This exercise calls for an exact copy of the listing below.

◇ ◇ ◇ ◇ ◇ ◇ ◇

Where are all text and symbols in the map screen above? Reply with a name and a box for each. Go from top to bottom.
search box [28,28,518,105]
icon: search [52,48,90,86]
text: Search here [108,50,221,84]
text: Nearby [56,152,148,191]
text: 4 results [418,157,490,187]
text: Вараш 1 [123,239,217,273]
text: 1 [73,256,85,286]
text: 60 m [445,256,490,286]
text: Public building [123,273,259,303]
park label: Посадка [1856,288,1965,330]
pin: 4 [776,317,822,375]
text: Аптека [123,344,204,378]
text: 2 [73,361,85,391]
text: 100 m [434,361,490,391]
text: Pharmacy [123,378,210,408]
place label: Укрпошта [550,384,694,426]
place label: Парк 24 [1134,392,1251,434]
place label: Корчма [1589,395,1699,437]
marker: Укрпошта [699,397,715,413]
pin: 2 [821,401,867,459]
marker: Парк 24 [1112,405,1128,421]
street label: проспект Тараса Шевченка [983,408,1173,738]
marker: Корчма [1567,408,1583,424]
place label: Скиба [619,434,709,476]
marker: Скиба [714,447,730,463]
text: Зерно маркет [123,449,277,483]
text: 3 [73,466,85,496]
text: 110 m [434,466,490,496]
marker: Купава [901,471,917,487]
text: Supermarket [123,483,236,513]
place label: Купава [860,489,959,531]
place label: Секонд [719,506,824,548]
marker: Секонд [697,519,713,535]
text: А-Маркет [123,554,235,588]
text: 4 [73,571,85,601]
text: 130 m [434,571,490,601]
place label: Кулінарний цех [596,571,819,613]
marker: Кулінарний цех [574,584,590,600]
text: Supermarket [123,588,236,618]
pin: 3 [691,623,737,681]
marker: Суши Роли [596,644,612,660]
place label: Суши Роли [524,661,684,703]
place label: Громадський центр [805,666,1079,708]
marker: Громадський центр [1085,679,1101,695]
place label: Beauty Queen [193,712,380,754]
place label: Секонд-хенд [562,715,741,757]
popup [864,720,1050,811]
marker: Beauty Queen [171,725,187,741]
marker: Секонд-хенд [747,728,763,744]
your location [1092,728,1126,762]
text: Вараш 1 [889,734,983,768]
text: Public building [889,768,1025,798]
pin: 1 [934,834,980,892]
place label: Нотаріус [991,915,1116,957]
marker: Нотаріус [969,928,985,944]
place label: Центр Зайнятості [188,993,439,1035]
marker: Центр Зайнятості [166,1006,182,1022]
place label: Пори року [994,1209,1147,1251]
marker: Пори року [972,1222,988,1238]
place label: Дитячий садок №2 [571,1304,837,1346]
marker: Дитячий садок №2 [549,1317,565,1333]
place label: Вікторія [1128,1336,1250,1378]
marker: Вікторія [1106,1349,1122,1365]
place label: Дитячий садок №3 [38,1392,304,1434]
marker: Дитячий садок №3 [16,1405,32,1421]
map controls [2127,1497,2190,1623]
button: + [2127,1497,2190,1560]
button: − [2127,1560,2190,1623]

◇ ◇ ◇ ◇ ◇ ◇ ◇

- [RESULT]:
Where are all text and symbols in the map screen above? Reply with a name and a box for each. Go from top to bottom.
search box [28,28,518,105]
icon: search [52,48,90,86]
text: Search here [108,50,221,84]
text: Nearby [56,152,148,191]
text: 4 results [418,157,490,187]
text: Вараш 1 [123,239,217,273]
text: 1 [73,256,85,286]
text: 60 m [445,256,490,286]
text: Public building [123,273,259,303]
park label: Посадка [1856,288,1965,330]
pin: 4 [776,317,822,375]
text: Аптека [123,344,204,378]
text: 2 [73,361,85,391]
text: 100 m [434,361,490,391]
text: Pharmacy [123,378,210,408]
place label: Укрпошта [550,384,694,426]
place label: Парк 24 [1134,392,1251,434]
place label: Корчма [1589,395,1699,437]
marker: Укрпошта [699,397,715,413]
pin: 2 [821,401,867,459]
marker: Парк 24 [1112,405,1128,421]
street label: проспект Тараса Шевченка [983,408,1173,738]
marker: Корчма [1567,408,1583,424]
place label: Скиба [619,434,709,476]
marker: Скиба [714,447,730,463]
text: Зерно маркет [123,449,277,483]
text: 3 [73,466,85,496]
text: 110 m [434,466,490,496]
marker: Купава [901,471,917,487]
text: Supermarket [123,483,236,513]
place label: Купава [860,489,959,531]
place label: Секонд [719,506,824,548]
marker: Секонд [697,519,713,535]
text: А-Маркет [123,554,235,588]
text: 4 [73,571,85,601]
text: 130 m [434,571,490,601]
place label: Кулінарний цех [596,571,819,613]
marker: Кулінарний цех [574,584,590,600]
text: Supermarket [123,588,236,618]
pin: 3 [691,623,737,681]
marker: Суши Роли [596,644,612,660]
place label: Суши Роли [524,661,684,703]
place label: Громадський центр [805,666,1079,708]
marker: Громадський центр [1085,679,1101,695]
place label: Beauty Queen [193,712,380,754]
place label: Секонд-хенд [562,715,741,757]
popup [864,720,1050,811]
marker: Beauty Queen [171,725,187,741]
marker: Секонд-хенд [747,728,763,744]
your location [1092,728,1126,762]
text: Вараш 1 [889,734,983,768]
text: Public building [889,768,1025,798]
pin: 1 [934,834,980,892]
place label: Нотаріус [991,915,1116,957]
marker: Нотаріус [969,928,985,944]
place label: Центр Зайнятості [188,993,439,1035]
marker: Центр Зайнятості [166,1006,182,1022]
place label: Пори року [994,1209,1147,1251]
marker: Пори року [972,1222,988,1238]
place label: Дитячий садок №2 [571,1304,837,1346]
marker: Дитячий садок №2 [549,1317,565,1333]
place label: Вікторія [1128,1336,1250,1378]
marker: Вікторія [1106,1349,1122,1365]
place label: Дитячий садок №3 [38,1392,304,1434]
marker: Дитячий садок №3 [16,1405,32,1421]
map controls [2127,1497,2190,1623]
button: + [2127,1497,2190,1560]
button: − [2127,1560,2190,1623]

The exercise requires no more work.